KOMPAS.com – If you have young coconut can be cooked into pepes with white tofu, add shrimp to make it more savory.
Young coconut tofu pepes are cooked with red chili seasoning, onion, garlic, galangal, orange leaves, salt, and coconut milk.
Young coconut tofu pepes are wrapped in banana leaves and then steamed for approximately 45 minutes.
Check out the following young coconut tofu pepes recipe, quoted from the book “Aneka Pepes & Botok” (2009) by the Dedia Kitchen Team published by PT Dedia Pustaka.
Also read:
Material:
- 2 pieces (about 600 grams) white tofu
- 100 grams of wet shrimp, chopped
- 2 eggs, shake off
- 1/4 of young coconuts, grated
- 2 pieces of orange leaves, finely sliced
- 1 tablespoon instant coconut milk
- 2 tsp salt
- 1 teaspoon sugar
- Banana leaves to wrap
Puree:
- 3 red chili
- 5 shallots
- 3 cloves of garlic
- 1 thin slice of galangal
Also read:
1. Steam the white tofu until cooked, then puree.
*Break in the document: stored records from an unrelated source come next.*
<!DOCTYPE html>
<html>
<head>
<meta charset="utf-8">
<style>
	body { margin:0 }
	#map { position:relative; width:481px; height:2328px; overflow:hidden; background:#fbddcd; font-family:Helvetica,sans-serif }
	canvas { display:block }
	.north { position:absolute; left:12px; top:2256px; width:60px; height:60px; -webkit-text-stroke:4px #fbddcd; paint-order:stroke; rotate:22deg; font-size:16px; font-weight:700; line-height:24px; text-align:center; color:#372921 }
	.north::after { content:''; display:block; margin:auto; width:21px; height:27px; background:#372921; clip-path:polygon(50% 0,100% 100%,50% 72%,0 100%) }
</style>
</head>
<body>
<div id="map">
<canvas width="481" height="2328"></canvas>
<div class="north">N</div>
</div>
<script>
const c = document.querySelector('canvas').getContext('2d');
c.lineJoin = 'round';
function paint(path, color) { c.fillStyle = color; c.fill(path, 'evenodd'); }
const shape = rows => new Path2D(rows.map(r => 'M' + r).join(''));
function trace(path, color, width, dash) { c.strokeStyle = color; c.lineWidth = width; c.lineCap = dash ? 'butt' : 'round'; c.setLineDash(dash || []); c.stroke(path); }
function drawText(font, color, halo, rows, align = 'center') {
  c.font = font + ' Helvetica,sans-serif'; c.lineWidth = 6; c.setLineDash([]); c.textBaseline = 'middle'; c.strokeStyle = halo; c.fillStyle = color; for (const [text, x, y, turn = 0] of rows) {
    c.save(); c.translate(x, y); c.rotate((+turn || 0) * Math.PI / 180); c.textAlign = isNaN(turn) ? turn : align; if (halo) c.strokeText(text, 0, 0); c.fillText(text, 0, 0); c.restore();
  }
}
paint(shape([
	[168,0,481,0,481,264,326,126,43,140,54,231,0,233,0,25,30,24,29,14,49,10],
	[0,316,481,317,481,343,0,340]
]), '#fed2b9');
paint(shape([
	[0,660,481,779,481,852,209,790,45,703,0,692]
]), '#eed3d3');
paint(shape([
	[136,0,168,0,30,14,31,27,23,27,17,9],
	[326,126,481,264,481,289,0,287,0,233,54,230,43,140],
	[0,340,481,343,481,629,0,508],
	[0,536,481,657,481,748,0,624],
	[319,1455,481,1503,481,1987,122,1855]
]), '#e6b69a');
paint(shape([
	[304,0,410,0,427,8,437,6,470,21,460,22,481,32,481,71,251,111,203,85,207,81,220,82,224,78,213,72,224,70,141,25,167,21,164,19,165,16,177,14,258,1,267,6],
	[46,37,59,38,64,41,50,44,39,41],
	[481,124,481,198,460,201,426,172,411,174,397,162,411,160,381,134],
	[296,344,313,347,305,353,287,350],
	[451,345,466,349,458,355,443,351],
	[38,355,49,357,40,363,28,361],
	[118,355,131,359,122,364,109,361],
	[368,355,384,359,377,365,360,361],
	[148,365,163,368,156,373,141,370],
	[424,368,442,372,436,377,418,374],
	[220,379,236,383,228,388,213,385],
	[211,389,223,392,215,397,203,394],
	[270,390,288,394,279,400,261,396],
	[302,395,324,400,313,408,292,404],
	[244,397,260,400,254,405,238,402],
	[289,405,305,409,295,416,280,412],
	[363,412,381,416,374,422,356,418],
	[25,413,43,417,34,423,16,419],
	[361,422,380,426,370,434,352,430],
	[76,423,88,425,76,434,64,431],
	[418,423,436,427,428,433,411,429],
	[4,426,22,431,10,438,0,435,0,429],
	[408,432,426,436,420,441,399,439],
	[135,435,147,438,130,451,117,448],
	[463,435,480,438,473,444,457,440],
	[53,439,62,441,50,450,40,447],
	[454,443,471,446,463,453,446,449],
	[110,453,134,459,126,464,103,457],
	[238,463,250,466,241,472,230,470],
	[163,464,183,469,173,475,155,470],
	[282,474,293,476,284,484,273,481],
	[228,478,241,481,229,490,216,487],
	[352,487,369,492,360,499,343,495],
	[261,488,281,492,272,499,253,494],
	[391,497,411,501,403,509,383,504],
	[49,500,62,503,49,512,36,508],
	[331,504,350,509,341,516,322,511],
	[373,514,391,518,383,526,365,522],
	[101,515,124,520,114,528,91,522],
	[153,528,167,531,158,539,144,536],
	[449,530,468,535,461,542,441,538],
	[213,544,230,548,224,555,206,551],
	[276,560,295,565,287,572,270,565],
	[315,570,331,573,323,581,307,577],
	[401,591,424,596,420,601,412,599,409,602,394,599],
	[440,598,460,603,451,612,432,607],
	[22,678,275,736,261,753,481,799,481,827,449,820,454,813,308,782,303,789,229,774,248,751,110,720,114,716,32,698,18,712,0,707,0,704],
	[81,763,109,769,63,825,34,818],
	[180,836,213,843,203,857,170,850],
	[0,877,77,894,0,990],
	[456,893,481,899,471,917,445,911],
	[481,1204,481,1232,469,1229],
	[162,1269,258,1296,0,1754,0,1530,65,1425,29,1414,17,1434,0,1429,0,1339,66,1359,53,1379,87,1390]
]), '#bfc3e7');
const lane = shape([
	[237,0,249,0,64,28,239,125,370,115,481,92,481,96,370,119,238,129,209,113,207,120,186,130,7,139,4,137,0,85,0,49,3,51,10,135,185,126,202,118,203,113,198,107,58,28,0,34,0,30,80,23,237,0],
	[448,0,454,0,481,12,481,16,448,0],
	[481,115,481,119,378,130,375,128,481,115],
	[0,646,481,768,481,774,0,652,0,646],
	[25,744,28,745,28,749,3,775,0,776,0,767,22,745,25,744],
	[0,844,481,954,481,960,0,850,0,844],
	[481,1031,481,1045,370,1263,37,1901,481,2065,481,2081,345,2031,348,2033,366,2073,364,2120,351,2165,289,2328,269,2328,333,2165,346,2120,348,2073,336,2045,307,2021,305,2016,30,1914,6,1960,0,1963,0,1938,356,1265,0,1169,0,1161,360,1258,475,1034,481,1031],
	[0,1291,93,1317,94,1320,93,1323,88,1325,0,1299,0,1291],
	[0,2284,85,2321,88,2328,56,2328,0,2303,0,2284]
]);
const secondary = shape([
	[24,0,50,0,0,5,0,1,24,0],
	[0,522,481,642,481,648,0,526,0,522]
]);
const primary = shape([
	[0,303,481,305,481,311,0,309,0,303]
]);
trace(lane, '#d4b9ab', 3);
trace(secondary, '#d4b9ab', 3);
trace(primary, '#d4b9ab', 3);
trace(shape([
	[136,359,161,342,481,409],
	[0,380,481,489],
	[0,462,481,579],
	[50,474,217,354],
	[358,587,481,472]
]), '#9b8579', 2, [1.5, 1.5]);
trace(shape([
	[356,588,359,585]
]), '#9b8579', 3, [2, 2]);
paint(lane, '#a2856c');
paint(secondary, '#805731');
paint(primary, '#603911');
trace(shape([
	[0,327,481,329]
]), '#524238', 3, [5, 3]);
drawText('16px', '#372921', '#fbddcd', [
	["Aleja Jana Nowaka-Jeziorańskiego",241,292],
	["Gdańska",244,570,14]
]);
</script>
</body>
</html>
Set aside. Peel the shrimp, then chop the meat roughly. Set aside.
2. Mix tofu, chopped shrimp, eggs, grated young coconut, orange leaves, coconut milk, salt, and sugar. Stir well.
3. Prepare a banana leaf, place two tablespoons of pepes mixture. Wrap like a small rice cake. Steam until cooked for about 45 minutes. Lift.